Apesar de não acreditarmos na divindade de Buda, ficamos indignados por os talibãs terem destruído as antigas estátuas de Buda em Bamyan, por o EI ter destruído as estátuas do império assírio e o que se lhe seguirá, vendo nisso uma total falta de respeito pelo “património cultural” do deu próprio país e da humanidade.

 O problema é que eles estão completamente imersos na crença da sua religião, não tendo por isso sensibilidade para o valor cultural dos monumentos de outras religiões: para eles, as estátuas de Buda, as do império assírio e outras, não passam de falsos ídolos, não são “tesouros culturais”.

 

            Há, contudo, várias vantagens que a nossa sociedade tem em não ser fundamentalista. Fica, desde logo, afastada a hipótese de uma guerra religiosa. Já não acreditamos o suficiente para que ela seja possível. Já não morremos em nome dela.

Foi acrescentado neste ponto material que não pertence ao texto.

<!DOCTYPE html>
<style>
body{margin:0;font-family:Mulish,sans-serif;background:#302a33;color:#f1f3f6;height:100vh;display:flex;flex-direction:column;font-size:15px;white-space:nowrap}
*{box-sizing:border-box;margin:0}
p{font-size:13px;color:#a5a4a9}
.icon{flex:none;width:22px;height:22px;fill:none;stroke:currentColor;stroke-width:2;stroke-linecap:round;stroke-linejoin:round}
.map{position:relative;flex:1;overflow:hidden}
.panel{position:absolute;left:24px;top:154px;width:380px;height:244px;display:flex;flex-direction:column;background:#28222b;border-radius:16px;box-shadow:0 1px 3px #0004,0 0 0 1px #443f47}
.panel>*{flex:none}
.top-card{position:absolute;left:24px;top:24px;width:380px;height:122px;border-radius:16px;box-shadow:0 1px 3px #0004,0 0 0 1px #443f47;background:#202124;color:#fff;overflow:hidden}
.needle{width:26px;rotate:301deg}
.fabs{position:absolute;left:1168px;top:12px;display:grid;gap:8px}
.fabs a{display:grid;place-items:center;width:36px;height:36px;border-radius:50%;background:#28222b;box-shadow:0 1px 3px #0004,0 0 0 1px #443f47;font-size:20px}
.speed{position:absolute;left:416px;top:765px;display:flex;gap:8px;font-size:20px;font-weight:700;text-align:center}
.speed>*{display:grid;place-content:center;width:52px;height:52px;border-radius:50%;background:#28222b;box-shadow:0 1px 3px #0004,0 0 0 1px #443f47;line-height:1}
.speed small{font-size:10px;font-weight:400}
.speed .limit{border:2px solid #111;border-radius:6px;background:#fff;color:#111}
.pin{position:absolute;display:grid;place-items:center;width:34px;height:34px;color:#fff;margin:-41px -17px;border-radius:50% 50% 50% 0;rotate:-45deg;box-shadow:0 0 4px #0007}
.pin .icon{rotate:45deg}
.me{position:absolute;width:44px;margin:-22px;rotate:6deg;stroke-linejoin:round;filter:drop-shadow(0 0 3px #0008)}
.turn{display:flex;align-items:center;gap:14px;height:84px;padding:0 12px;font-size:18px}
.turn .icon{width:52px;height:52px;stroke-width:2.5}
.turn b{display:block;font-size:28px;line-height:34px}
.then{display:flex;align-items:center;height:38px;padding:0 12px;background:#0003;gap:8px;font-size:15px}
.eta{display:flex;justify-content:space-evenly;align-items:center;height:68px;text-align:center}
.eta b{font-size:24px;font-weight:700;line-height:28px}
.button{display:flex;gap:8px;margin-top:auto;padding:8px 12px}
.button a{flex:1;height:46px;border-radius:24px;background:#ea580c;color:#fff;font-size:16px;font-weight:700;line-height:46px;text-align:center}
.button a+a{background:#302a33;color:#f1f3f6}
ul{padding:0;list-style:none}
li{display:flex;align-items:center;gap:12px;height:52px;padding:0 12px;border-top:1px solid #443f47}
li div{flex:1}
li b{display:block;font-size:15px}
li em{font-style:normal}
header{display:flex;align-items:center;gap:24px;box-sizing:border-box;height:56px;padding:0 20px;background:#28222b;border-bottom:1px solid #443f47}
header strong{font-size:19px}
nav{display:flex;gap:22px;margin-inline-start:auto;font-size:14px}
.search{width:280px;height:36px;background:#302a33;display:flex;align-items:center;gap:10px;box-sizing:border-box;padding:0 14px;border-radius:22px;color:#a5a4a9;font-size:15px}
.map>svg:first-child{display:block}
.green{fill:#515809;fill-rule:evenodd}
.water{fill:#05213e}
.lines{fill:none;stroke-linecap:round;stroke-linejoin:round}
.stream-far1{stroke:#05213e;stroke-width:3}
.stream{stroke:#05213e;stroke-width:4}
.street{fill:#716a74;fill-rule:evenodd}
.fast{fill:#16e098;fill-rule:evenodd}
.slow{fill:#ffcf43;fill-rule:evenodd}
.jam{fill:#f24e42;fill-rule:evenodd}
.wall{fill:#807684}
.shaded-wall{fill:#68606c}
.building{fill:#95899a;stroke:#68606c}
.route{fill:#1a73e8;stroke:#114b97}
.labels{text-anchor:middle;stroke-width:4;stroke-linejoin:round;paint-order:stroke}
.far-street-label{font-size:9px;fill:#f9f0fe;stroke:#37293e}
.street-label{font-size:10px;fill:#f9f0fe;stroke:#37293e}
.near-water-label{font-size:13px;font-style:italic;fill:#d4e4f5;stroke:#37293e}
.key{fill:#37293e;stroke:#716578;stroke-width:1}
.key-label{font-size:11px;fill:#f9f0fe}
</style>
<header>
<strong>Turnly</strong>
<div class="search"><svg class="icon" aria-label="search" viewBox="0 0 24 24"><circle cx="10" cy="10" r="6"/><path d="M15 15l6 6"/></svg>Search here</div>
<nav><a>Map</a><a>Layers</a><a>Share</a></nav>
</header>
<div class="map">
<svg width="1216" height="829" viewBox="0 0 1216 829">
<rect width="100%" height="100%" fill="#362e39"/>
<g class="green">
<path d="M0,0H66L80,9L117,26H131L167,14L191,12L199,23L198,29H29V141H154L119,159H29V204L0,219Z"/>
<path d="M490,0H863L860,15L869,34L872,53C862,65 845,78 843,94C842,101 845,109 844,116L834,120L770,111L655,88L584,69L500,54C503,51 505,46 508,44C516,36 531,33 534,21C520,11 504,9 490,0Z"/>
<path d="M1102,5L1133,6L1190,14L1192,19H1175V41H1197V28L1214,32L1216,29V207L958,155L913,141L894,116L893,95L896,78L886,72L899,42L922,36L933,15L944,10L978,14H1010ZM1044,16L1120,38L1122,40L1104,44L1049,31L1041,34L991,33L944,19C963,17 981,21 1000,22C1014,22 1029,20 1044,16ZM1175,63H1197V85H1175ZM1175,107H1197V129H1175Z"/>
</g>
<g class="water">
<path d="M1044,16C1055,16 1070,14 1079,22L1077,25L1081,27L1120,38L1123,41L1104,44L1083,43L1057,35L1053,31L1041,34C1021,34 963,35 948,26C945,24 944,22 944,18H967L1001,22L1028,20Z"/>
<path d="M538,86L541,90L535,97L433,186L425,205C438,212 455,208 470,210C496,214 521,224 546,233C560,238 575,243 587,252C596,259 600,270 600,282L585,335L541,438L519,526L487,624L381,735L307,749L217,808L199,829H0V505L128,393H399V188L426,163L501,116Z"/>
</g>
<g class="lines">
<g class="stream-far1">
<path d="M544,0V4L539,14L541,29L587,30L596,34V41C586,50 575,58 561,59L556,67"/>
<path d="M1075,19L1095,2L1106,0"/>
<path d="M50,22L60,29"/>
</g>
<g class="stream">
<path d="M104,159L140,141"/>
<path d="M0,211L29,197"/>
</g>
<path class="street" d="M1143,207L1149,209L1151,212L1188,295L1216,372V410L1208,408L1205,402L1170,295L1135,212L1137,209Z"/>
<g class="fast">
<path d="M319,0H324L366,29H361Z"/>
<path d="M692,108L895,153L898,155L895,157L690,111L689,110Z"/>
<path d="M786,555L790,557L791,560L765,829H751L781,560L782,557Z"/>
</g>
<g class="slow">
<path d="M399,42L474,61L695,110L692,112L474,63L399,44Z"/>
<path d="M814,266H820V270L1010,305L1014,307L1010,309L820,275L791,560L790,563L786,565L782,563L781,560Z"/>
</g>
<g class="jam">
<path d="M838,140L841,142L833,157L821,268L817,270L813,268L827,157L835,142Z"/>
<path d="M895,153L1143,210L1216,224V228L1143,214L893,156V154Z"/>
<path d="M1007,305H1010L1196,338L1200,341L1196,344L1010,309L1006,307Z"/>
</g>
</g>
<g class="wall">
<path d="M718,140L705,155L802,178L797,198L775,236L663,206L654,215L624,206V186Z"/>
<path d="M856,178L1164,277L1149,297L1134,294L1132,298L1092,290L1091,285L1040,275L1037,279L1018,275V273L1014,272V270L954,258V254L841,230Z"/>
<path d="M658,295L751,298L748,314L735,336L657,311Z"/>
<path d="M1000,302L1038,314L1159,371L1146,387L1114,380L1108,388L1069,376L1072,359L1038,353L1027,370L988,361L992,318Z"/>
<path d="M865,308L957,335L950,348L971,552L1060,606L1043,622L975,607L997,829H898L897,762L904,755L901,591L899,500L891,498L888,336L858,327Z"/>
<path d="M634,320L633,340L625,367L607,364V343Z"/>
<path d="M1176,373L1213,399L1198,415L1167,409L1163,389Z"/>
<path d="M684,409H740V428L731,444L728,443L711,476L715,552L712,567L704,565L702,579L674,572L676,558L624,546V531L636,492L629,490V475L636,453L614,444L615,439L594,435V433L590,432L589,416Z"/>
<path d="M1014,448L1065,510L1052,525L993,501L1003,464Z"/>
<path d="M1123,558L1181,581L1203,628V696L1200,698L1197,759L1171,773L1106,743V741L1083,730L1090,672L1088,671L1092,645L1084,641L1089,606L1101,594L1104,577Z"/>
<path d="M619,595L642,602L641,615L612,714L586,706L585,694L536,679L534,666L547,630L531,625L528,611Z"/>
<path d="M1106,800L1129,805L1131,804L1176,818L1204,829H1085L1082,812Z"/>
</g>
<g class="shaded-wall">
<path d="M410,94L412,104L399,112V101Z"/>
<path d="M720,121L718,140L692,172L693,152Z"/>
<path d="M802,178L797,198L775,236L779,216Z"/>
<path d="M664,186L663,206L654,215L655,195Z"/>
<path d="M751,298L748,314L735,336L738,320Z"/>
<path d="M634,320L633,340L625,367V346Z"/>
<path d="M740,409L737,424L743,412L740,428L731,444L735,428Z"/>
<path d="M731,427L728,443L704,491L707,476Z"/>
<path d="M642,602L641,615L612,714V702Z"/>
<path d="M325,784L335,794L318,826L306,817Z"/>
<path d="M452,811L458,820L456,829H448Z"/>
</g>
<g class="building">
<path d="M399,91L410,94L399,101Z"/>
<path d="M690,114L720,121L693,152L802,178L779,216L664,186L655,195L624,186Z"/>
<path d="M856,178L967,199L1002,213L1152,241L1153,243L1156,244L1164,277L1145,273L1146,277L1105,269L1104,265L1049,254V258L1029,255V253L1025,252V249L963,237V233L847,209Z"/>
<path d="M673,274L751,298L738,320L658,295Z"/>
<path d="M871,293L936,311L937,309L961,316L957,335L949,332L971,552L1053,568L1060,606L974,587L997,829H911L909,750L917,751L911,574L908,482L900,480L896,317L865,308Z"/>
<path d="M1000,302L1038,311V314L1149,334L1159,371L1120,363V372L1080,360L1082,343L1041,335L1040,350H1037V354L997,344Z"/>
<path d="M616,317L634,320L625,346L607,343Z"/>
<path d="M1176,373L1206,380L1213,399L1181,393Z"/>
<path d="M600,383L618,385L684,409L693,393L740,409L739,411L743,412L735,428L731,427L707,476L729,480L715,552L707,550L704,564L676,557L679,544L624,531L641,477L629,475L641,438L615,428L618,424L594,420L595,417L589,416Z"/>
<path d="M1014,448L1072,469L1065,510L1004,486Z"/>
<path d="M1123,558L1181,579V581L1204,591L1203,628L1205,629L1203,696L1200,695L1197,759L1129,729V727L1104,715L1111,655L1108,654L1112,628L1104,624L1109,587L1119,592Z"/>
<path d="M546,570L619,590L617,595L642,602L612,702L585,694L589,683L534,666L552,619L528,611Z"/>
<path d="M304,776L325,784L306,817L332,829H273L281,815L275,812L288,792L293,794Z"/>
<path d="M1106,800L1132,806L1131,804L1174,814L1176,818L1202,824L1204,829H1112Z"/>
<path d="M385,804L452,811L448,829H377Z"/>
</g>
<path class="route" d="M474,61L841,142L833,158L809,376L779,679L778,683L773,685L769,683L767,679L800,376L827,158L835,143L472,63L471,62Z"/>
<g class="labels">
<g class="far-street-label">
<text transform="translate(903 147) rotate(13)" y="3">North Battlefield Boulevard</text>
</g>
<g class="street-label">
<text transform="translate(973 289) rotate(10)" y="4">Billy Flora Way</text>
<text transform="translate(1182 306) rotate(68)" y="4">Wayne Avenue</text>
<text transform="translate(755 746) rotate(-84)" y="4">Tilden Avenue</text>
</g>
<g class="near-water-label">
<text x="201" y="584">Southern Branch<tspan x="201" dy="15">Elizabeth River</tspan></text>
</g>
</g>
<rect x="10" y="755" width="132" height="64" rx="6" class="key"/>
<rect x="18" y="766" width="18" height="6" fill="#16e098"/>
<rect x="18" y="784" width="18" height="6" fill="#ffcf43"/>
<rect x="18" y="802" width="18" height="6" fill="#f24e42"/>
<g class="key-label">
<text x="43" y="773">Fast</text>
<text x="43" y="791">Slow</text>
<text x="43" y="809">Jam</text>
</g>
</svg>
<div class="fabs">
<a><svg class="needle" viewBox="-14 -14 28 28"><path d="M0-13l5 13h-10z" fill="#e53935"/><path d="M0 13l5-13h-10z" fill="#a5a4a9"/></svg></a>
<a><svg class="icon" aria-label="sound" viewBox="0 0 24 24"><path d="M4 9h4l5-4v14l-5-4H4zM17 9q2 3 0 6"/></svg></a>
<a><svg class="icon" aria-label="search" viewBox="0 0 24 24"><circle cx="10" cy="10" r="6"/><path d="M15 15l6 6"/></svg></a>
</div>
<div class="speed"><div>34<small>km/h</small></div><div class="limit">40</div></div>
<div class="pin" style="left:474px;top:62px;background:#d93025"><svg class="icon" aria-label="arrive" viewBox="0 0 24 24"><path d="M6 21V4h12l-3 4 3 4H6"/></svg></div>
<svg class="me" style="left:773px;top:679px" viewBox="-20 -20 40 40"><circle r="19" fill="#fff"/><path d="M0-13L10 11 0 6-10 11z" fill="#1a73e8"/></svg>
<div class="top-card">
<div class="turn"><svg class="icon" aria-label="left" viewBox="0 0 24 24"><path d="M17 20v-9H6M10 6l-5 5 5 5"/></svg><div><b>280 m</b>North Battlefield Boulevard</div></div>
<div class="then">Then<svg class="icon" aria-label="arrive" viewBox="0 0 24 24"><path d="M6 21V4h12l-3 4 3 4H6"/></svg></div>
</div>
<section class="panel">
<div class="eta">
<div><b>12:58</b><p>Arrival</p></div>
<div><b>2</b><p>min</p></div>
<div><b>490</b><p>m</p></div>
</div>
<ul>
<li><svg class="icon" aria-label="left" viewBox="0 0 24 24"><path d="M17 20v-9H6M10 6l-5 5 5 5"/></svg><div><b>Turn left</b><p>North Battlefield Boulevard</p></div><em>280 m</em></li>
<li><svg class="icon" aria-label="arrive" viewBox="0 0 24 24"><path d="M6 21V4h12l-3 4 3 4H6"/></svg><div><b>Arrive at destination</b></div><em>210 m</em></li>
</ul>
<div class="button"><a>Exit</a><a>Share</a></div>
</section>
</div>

 Por outro lado, devido ao nosso estado de descrença generalizada, a memória tende a diluir-se por não ser necessária. O que é bom para enfrentar os tempos em que vivemos.

Mas, antes que seja tarde e a memória se dilua e sem, portanto, querer recuar muito, só nas duas Grandes Guerras porque passámos, a destruição de “tesouros culturais”, de monumentos, edifícios, catedrais, de cidades inteiras habitadas, foi enorme, sem paralelo na história da humanidade. E, convém lembrar, já então não eramos fundamentalistas: americanos, ingleses, alemães, russos, franceses, italianos e outros, faziam todos parte desta mesma cultura.

 

            Não sermos fundamentalistas sob o ponto de vista cultural, religioso, tem também a vantagem de não querermos ver (a imagem fica obscurecida, difusa) o fundamentalismo económico que nos permite ser assim.

Enquanto nos entretemos com as estátuas de Buda, dos maus dos nazis, dos maus dos comunistas, dos maus dos islamitas, dos degenerados negros e mexicanos, do Hitler, do Churchill, do Putin, etc., nunca falamos sobre a economia das Guerras, quem com elas beneficia, para onde vai o dinheiro, como vai, em que mãos fica.

 

É este não querer ver, que origina a verdadeira destruição do “património cultural” da humanidade: o homem.

 

Mas não há guerra. Pelo menos para nós. É o que nos permite sobreviver: vivemos morrendo aos poucos, ou morremos sem estar vivos.